The main difference between Code and CAD is that code is language you're writing to the machine to execute already, so it's pretty natural to just use a more abstract/natural language to ask it instead of the formal one of code, whereas CAD is a visual, almost physical task, and it's more pleasant to do a task than describe it in depth with words.

  • esperent 21 hours ago

    > Create a plastic enclosure sized to go under a desk, ok add a usb receptacle opening, ok add flanges with standard screw holes

    With vague specifications like these, you'd get garbage from a human too.

    What works for software, and I suspect for other technical fields like CAD too, is to treat it like a junior developer who has an extreme breadth of knowledge but not much depth. You will need to take care to clearly specify your requirements.

    • littlestymaar 19 hours ago

      > With vague specifications like these, you'd get garbage from a human too.

      You'll never have better input than this at the beginning of any project from the person that brings the use-case. That's a full job to help them define the needs more accurately. And if you always work with clear specifications it's just because there's someone in front of you that has helped write the spec starting from the loose business requirement.

      > You will need to take care to clearly specify your requirements

      Yes, but as I discussed above, for such tasks it's going to be very frustrating and less efficient than doing things by yourself. The only reason why you'd accept to go through this kind of effort for an intern is that because you expect him to learn and become autonomous at some point. With current tech, an LLM will forever remain as clueless as it started.

      • esperent 18 hours ago

        > You'll never have better input than this at the beginning of the project from the person that brings the use-case

        That's as may be, but again, it's not much different to being a software developer.

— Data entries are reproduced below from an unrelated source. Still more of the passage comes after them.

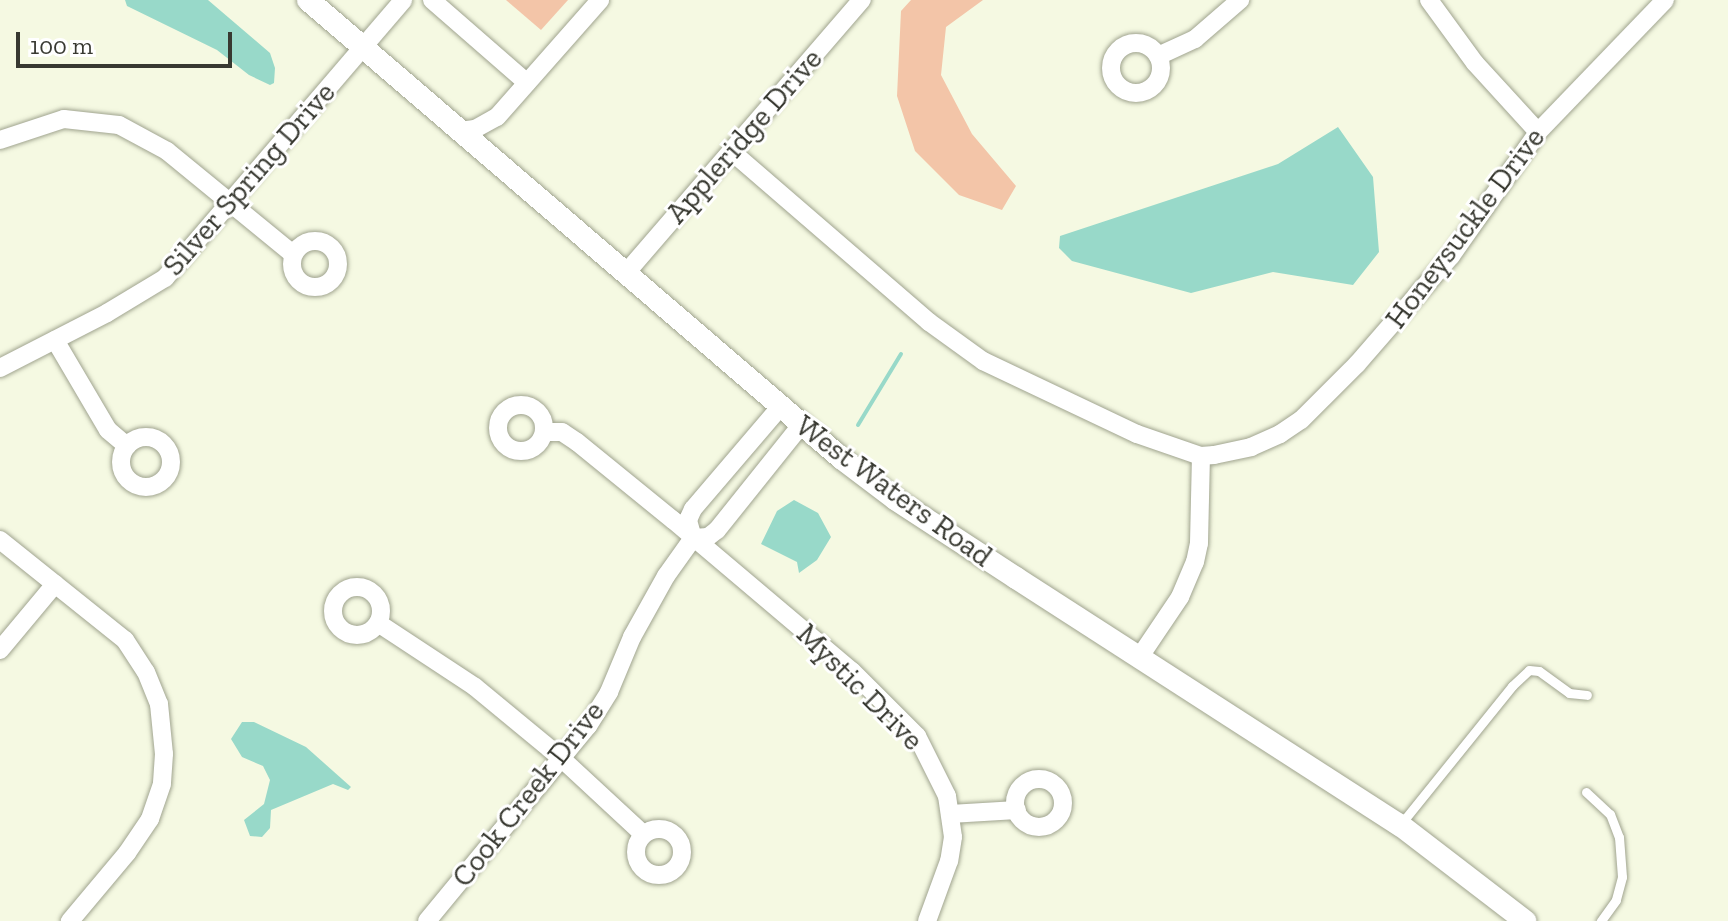 <!DOCTYPE html>
<style>
body{margin:0}
#map{position:relative;width:1728px;height:921px;overflow:hidden;background:#f5f9e2;font-family:"Zilla Slab",serif}
div>[style]{position:absolute}
[style*='--x']{left:calc(var(--x)*1px);top:calc(var(--y)*1px);width:calc(var(--w)*1px);rotate:calc(var(--a)*1deg)}
.green>*{inset:0;background:#f3c5a8}
.water>*{inset:0;background:#98d9c9}
.stream>*{height:4px;margin:-2px;padding:0 2px;transform-origin:2px;border-radius:2px;background:#98d9c9}
.roads{filter:drop-shadow(0 0 2px #a0a48f) drop-shadow(0 0 2px #a0a48f)}
.service>*{height:9px;margin:-4.5px;padding:0 4.5px;transform-origin:4.5px;border-radius:4.5px;background:#fff}
.minor>*{height:18px;margin:-9px;padding:0 9px;transform-origin:9px;border-radius:9px;background:#fff}
.minor>.ring{margin:-9px;padding:0;box-sizing:content-box;background:none;border:18px solid #fff;border-radius:50%}
.tertiary>*{height:22px;margin:-11px;padding:0 11px;transform-origin:11px;border-radius:11px;background:#fff}
span{translate:-50% -50%;white-space:nowrap;text-align:center;line-height:1.15;-webkit-text-stroke:6px #fff;paint-order:stroke}
.street-label{font-size:30px;color:#383931}
.scale{position:absolute;left:16px;top:32px;width:216px;height:36px;box-sizing:border-box;border:4px solid #383931;border-top:0;padding-left:10px;font-size:24px;line-height:28px;white-space:nowrap;color:#383931;-webkit-text-stroke:6px #fff;paint-order:stroke}
</style>
<div id="map">
<div class="green">
<div style="clip-path:polygon(506px 0,568px 0,541px 30px)"></div>
<div style="clip-path:polygon(911px 0,983px 0,946px 27px,941px 75px,972px 134px,1016px 186px,1002px 210px,959px 195px,915px 151px,897px 96px,901px 11px)"></div>
</div>
<div class="water">
<div style="clip-path:polygon(125px 0,208px 0,270px 53px,275px 68px,274px 83px,270px 85px,249px 75px,217px 50px,127px 6px)"></div>
<div style="clip-path:polygon(1338px 127px,1373px 177px,1379px 252px,1353px 285px,1273px 272px,1191px 293px,1072px 261px,1059px 248px,1060px 236px,1278px 164px)"></div>
<div style="clip-path:polygon(794px 500px,818px 513px,831px 537px,817px 560px,799px 573px,797px 562px,761px 544px,777px 511px)"></div>
<div style="clip-path:polygon(242px 722px,254px 722px,306px 747px,351px 787px,348px 790px,333px 784px,271px 810px,270px 828px,262px 837px,250px 836px,244px 820px,264px 804px,270px 780px,263px 766px,242px 757px,231px 739px)"></div>
</div>
<div class="stream">
<div style="--x:858;--y:425;--w:83;--a:-58.8"></div>
</div>
<div class="roads">
<div class="service">
<div style="--x:1586;--y:792;--w:33;--a:43"></div>
<div style="--x:1610;--y:814;--w:25;--a:69"></div>
<div style="--x:1619;--y:837;--w:40;--a:85.7"></div>
<div style="--x:1622;--y:877;--w:24;--a:105"></div>
<div style="--x:1616;--y:900;--w:26;--a:126"></div>
<div style="--x:1400;--y:825;--w:179;--a:-51.1"></div>
<div style="--x:1512;--y:686;--w:23;--a:-43"></div>
<div style="--x:1529;--y:670;--w:10;--a:6"></div>
<div style="--x:1539;--y:671;--w:37;--a:36"></div>
<div style="--x:1569;--y:693;--w:18;--a:6"></div>
</div>
<div class="minor">
<div style="--x:432;--y:0;--w:126;--a:41.1"></div>
<div style="--x:1429;--y:0;--w:78;--a:53.9"></div>
<div style="--x:1475;--y:63;--w:93;--a:47.6"></div>
<div class="ring" style="left:1111px;top:43px;width:32px;height:32px"></div>
<div style="--x:1158;--y:56;--w:41;--a:-24.7"></div>
<div style="--x:1195;--y:39;--w:60;--a:-40.9"></div>
<div style="--x:460;--y:131;--w:15;--a:-8"></div>
<div style="--x:475;--y:129;--w:25;--a:-29"></div>
<div style="--x:497;--y:117;--w:156;--a:-48.6"></div>
<div style="--x:0;--y:140;--w:67;--a:-18.2"></div>
<div style="--x:64;--y:119;--w:55;--a:6.2"></div>
<div style="--x:119;--y:125;--w:55;--a:28.4"></div>
<div style="--x:167;--y:151;--w:163;--a:39.3"></div>
<div style="--x:731;--y:151;--w:262;--a:40.8"></div>
<div style="--x:929;--y:322;--w:67;--a:35.8"></div>
<div style="--x:983;--y:361;--w:170;--a:25.4"></div>
<div style="--x:1137;--y:434;--w:68;--a:19"></div>
<div style="--x:1201;--y:456;--w:13;--a:-4"></div>
<div style="--x:1214;--y:455;--w:38;--a:-12"></div>
<div style="--x:1251;--y:447;--w:32;--a:-24"></div>
<div style="--x:1280;--y:434;--w:25;--a:-34"></div>
<div style="--x:1301;--y:420;--w:79;--a:-45"></div>
<div style="--x:1357;--y:364;--w:143;--a:-49"></div>
<div style="--x:1451;--y:256;--w:151;--a:-54.9"></div>
<div style="--x:1538;--y:132;--w:183;--a:-46.1"></div>
<div class="ring" style="left:292px;top:241px;width:28px;height:28px"></div>
<div style="--x:626;--y:273;--w:361;--a:-49.2"></div>
<div style="--x:55;--y:340;--w:104;--a:59.5"></div>
<div style="--x:108;--y:430;--w:25;--a:40"></div>
<div style="--x:0;--y:368;--w:120;--a:-27.2"></div>
<div style="--x:107;--y:313;--w:68;--a:-31.1"></div>
<div style="--x:165;--y:278;--w:366;--a:-49.4"></div>
<div class="ring" style="left:498px;top:405px;width:28px;height:28px"></div>
<div style="--x:544;--y:432;--w:18;--a:0"></div>
<div style="--x:562;--y:432;--w:18;--a:34"></div>
<div style="--x:577;--y:442;--w:124;--a:39.1"></div>
<div style="--x:673;--y:520;--w:234;--a:40.2"></div>
<div style="--x:852;--y:671;--w:92;--a:45"></div>
<div style="--x:917;--y:736;--w:67;--a:63.4"></div>
<div style="--x:947;--y:796;--w:41;--a:81.7"></div>
<div style="--x:953;--y:837;--w:24;--a:99"></div>
<div style="--x:949;--y:861;--w:64;--a:110.1"></div>
<div class="ring" style="left:121px;top:437px;width:32px;height:32px"></div>
<div style="--x:693;--y:538;--w:19;--a:-106"></div>
<div style="--x:688;--y:520;--w:12;--a:-66"></div>
<div style="--x:693;--y:509;--w:134;--a:-49.5"></div>
<div style="--x:0;--y:540;--w:160;--a:38.7"></div>
<div style="--x:125;--y:640;--w:38;--a:57"></div>
<div style="--x:146;--y:672;--w:35;--a:68"></div>
<div style="--x:159;--y:704;--w:50;--a:84.3"></div>
<div style="--x:164;--y:754;--w:30;--a:94"></div>
<div style="--x:162;--y:784;--w:37;--a:109"></div>
<div style="--x:150;--y:819;--w:41;--a:124.1"></div>
<div style="--x:127;--y:853;--w:89;--a:130"></div>
<div class="ring" style="left:333px;top:587px;width:30px;height:30px"></div>
<div style="--x:378;--y:623;--w:116;--a:33.4"></div>
<div style="--x:475;--y:687;--w:112;--a:39.5"></div>
<div style="--x:561;--y:758;--w:112;--a:42.8"></div>
<div style="--x:0;--y:650;--w:86;--a:-50.2"></div>
<div style="--x:1141;--y:655;--w:70;--a:-56.1"></div>
<div style="--x:1180;--y:597;--w:38;--a:-67"></div>
<div style="--x:1195;--y:562;--w:19;--a:-78"></div>
<div style="--x:1199;--y:543;--w:87;--a:-88.7"></div>
<div class="ring" style="left:1015px;top:779px;width:30px;height:30px"></div>
<div style="--x:950;--y:814;--w:67;--a:-3.4"></div>
<div class="ring" style="left:636px;top:829px;width:28px;height:28px"></div>
<div style="--x:427;--y:921;--w:253;--a:-50.5"></div>
<div style="--x:588;--y:726;--w:40;--a:-58"></div>
<div style="--x:609;--y:692;--w:60;--a:-67.3"></div>
<div style="--x:632;--y:637;--w:70;--a:-60.9"></div>
<div style="--x:666;--y:576;--w:47;--a:-54.6"></div>
<div style="--x:693;--y:538;--w:15;--a:-4"></div>
<div style="--x:708;--y:537;--w:11;--a:-38"></div>
<div style="--x:717;--y:530;--w:134;--a:-51.3"></div>
</div>
<div class="tertiary">
<div style="--x:308;--y:0;--w:703;--a:40.67"></div>
<div style="--x:841;--y:458;--w:68;--a:37.2"></div>
<div style="--x:895;--y:499;--w:145;--a:33.1"></div>
<div style="--x:1016;--y:578;--w:457;--a:32.8"></div>
<div style="--x:1400;--y:825;--w:158;--a:37.5"></div>
</div>
</div>
<div class="street-label">
<span style="left:744px;top:136px;rotate:-49deg">Appleridge Drive</span>
<span style="left:249px;top:179px;rotate:-49deg">Silver Spring Drive</span>
<span style="left:1465px;top:228px;rotate:-53deg">Honeysuckle Drive</span>
<span style="left:894px;top:491px;rotate:36deg">West Waters Road</span>
<span style="left:860px;top:687px;rotate:45deg">Mystic Drive</span>
<span style="left:528px;top:794px;rotate:-52deg">Cook Creek Drive</span>
</div>
<div class="scale">100 m</div>
</div>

        Someone might ask you to create a website for their business. It's your job, as the expert, to use the available tools - including AI - to turn their requirements into working code. They might say "put a button for the shopping cart into the top right". It's then your job, as as the technical expert, to get that done. Even the laziest of devs wouldn't expect to just copy/paste that request into a AI tool and get a working result.

        It takes time to learn to use these tools.

        When I'm using AI to help me write code, depending on the complexity of what I'm working on, I generally write something very similar to what I'd write if I was asking other developers for help (although I can be much terser). I must specify the requirements very clearly and in technical language.

        Usually I keep a basic prompt for every project that outlines the technical details, the project requirements, the tools and libraries being used, and so on. It's exactly the same information I'd need to document for another human working on the project (or for myself a year later) so there's no wasted work.